Your job is to copy every line in the material containing the word "nowrap".
"""
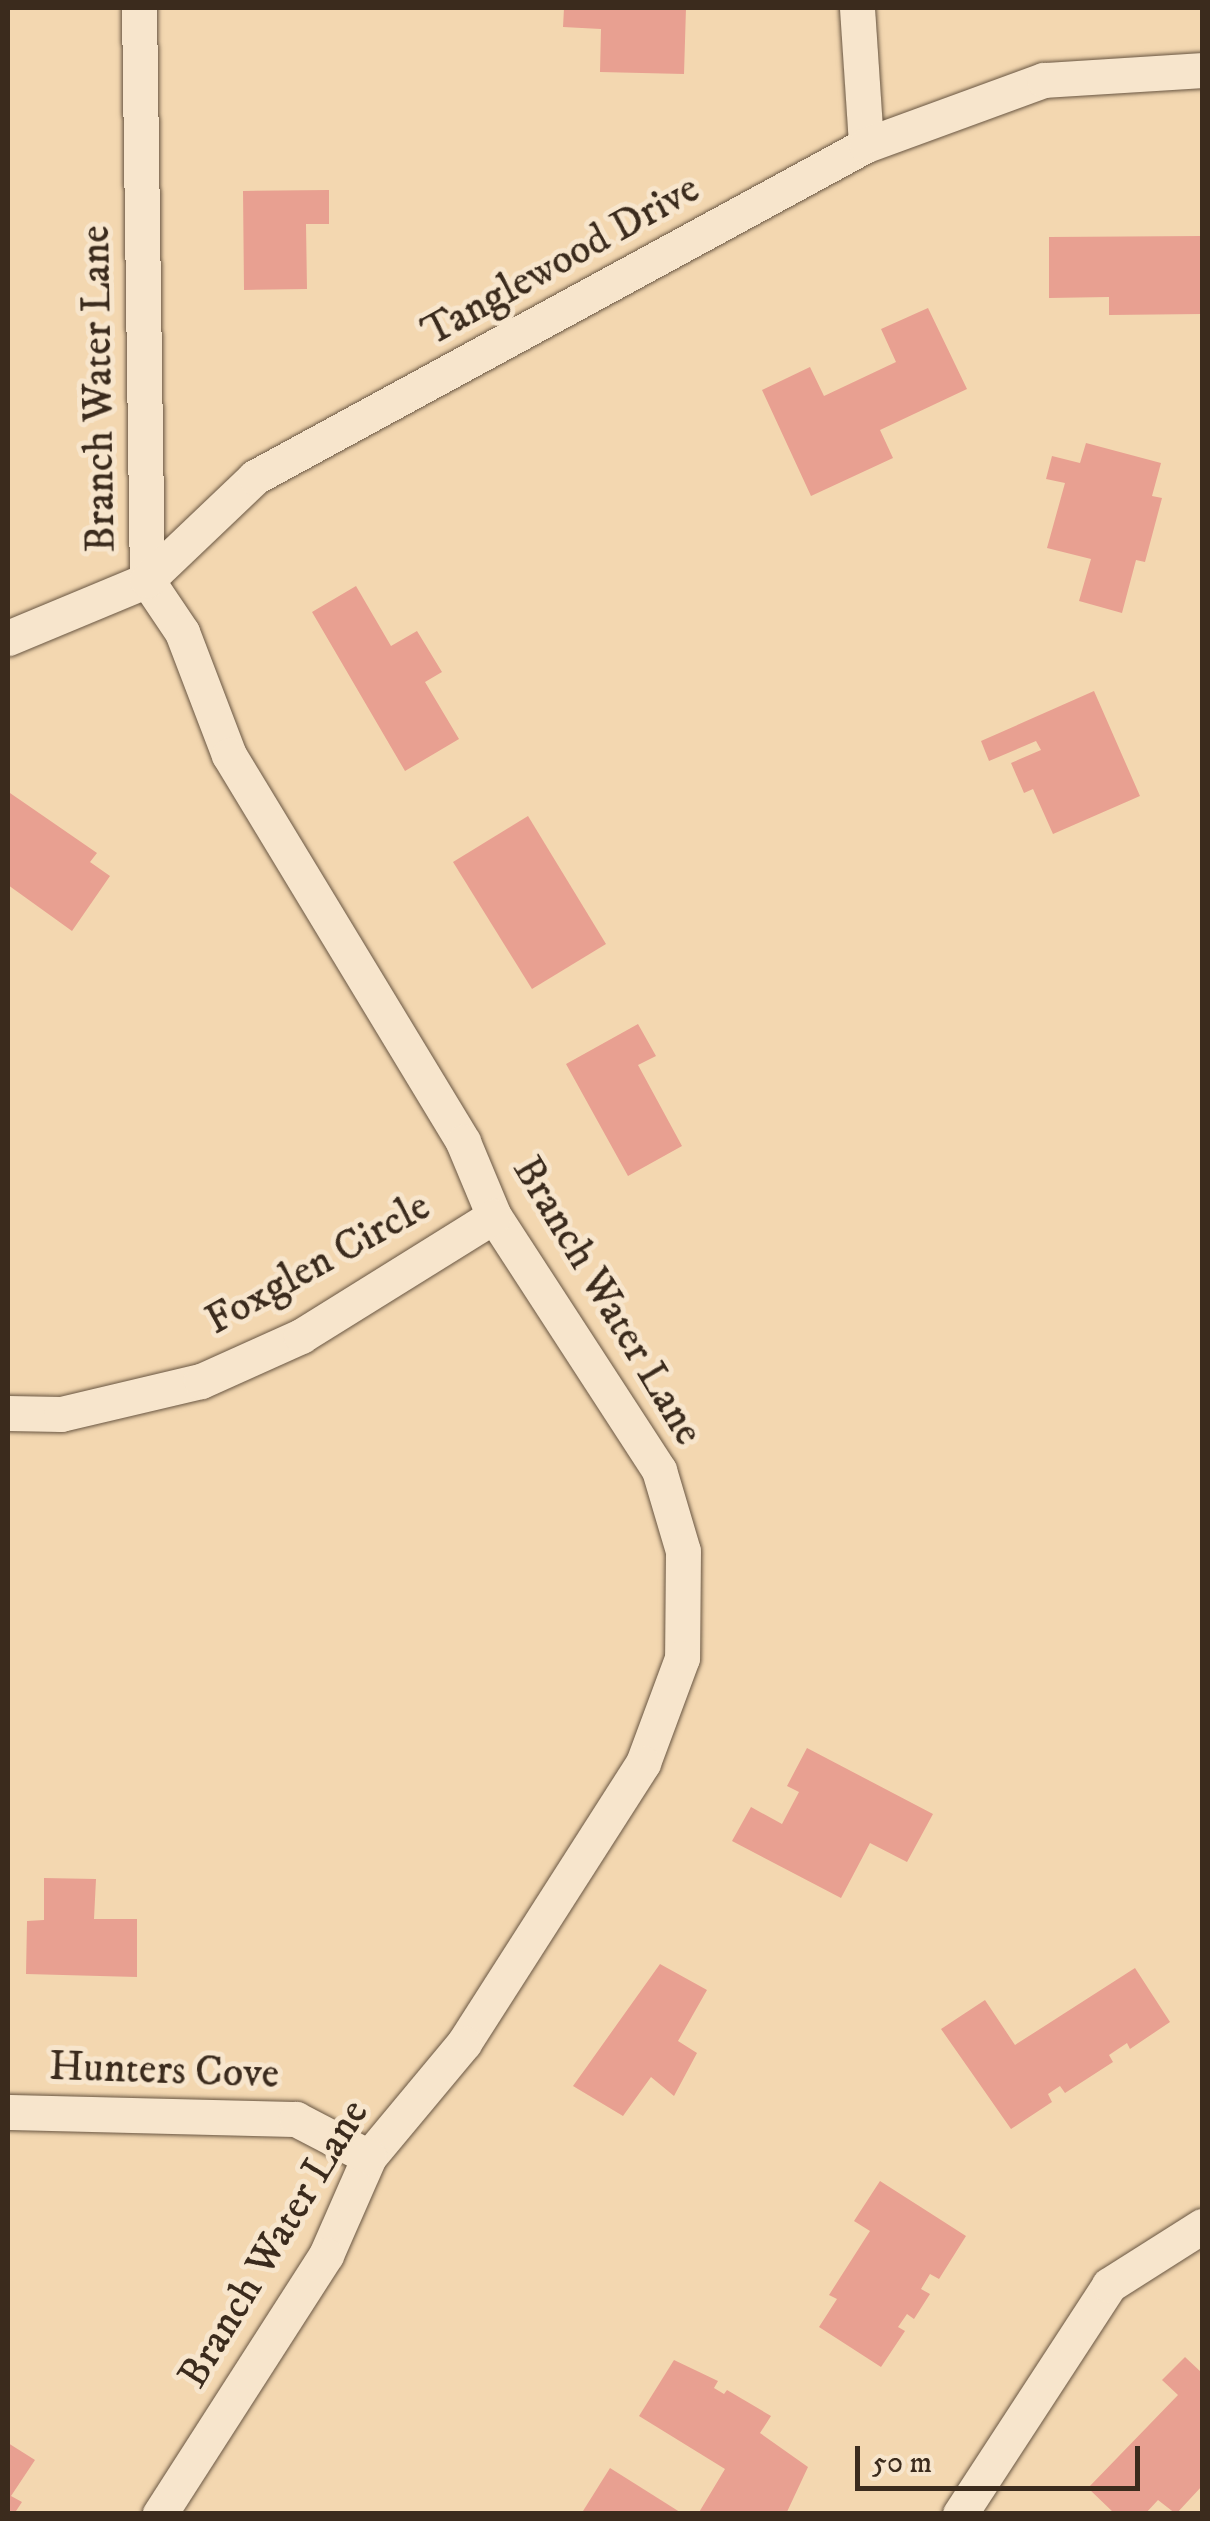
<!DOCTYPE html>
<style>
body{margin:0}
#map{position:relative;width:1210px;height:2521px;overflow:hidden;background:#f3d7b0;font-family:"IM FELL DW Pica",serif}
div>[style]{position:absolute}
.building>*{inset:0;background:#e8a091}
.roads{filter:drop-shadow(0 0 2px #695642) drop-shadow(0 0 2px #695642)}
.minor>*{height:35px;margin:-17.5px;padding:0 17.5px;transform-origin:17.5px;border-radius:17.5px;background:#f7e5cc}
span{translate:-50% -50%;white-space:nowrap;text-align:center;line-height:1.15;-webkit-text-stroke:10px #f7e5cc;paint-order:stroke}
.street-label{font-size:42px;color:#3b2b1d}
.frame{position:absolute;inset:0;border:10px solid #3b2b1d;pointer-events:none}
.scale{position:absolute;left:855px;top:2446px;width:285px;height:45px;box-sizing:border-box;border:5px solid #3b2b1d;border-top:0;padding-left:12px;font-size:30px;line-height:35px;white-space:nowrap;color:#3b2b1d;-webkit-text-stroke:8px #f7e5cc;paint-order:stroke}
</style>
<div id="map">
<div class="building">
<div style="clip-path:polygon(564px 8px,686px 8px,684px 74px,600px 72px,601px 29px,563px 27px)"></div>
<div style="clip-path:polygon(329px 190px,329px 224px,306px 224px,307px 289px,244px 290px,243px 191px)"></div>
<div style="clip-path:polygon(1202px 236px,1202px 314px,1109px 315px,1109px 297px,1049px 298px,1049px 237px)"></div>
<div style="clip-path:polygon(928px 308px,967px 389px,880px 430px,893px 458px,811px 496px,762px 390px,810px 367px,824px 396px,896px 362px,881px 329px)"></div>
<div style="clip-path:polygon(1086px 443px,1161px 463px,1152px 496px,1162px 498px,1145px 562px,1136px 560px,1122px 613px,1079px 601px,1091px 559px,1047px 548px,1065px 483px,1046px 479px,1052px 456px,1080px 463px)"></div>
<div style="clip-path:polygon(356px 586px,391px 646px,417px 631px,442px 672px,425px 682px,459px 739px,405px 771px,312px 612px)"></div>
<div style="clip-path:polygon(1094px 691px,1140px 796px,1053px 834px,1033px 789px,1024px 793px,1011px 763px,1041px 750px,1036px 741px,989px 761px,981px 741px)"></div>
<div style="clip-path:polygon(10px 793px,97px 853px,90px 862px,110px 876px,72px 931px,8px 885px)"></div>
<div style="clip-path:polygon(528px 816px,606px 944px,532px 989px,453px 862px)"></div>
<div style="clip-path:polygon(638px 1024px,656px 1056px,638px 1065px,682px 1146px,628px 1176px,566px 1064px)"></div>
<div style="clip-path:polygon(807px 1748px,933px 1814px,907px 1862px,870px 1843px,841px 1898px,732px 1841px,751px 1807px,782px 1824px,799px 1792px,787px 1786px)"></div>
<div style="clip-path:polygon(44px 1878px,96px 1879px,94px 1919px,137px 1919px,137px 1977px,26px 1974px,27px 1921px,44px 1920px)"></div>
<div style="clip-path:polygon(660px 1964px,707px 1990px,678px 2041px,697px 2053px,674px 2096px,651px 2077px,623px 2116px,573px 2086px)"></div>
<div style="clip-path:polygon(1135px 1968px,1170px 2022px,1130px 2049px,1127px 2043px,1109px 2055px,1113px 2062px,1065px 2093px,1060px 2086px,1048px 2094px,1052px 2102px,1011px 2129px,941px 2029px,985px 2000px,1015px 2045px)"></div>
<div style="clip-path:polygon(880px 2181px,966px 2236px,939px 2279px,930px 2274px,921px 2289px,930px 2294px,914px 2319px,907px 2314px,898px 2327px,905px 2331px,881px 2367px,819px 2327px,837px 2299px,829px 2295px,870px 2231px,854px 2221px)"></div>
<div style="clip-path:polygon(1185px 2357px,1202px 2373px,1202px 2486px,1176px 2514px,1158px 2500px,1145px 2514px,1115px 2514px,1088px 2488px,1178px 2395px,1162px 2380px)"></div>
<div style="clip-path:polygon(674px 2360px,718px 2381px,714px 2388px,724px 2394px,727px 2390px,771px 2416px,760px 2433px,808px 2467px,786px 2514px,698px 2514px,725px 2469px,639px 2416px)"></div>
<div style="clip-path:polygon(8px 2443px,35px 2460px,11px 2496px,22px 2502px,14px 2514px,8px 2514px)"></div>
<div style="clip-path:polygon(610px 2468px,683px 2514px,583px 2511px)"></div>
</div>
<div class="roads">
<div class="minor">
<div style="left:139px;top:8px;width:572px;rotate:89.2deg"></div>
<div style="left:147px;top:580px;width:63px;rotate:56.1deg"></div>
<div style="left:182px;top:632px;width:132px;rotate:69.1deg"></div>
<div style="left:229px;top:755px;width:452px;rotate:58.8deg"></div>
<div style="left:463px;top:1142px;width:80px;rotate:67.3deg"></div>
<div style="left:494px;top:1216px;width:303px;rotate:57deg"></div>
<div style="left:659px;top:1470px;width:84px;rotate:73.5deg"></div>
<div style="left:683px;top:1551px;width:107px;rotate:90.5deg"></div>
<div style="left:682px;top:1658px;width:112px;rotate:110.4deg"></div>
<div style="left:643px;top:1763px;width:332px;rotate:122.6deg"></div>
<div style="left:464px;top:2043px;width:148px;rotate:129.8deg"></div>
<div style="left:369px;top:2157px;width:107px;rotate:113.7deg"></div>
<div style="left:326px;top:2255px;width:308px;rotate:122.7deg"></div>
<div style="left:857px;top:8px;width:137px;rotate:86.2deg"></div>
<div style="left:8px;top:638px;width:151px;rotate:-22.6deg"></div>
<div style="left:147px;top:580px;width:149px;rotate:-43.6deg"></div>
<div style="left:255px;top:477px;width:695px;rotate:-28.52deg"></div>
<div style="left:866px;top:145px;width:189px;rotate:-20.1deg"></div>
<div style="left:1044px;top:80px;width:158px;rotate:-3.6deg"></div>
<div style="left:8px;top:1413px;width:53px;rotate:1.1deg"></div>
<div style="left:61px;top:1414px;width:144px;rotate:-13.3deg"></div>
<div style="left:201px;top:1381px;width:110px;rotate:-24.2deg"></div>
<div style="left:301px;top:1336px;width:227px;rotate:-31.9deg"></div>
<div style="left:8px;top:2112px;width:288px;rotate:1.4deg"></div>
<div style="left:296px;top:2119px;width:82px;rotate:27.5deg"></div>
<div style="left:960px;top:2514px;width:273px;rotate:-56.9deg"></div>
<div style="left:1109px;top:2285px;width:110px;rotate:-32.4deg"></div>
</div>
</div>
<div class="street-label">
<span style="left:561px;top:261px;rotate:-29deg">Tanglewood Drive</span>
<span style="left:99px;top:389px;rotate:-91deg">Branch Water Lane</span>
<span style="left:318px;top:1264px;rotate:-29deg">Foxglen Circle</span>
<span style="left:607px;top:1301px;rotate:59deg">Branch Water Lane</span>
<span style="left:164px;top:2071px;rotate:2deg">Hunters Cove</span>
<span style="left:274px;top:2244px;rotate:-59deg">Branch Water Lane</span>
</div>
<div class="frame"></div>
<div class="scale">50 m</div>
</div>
"""
Result for this task ->
span{translate:-50% -50%;white-space:nowrap;text-align:center;line-height:1.15;-webkit-text-stroke:10px #f7e5cc;paint-order:stroke}
.scale{position:absolute;left:855px;top:2446px;width:285px;height:45px;box-sizing:border-box;border:5px solid #3b2b1d;border-top:0;padding-left:12px;font-size:30px;line-height:35px;white-space:nowrap;color:#3b2b1d;-webkit-text-stroke:8px #f7e5cc;paint-order:stroke}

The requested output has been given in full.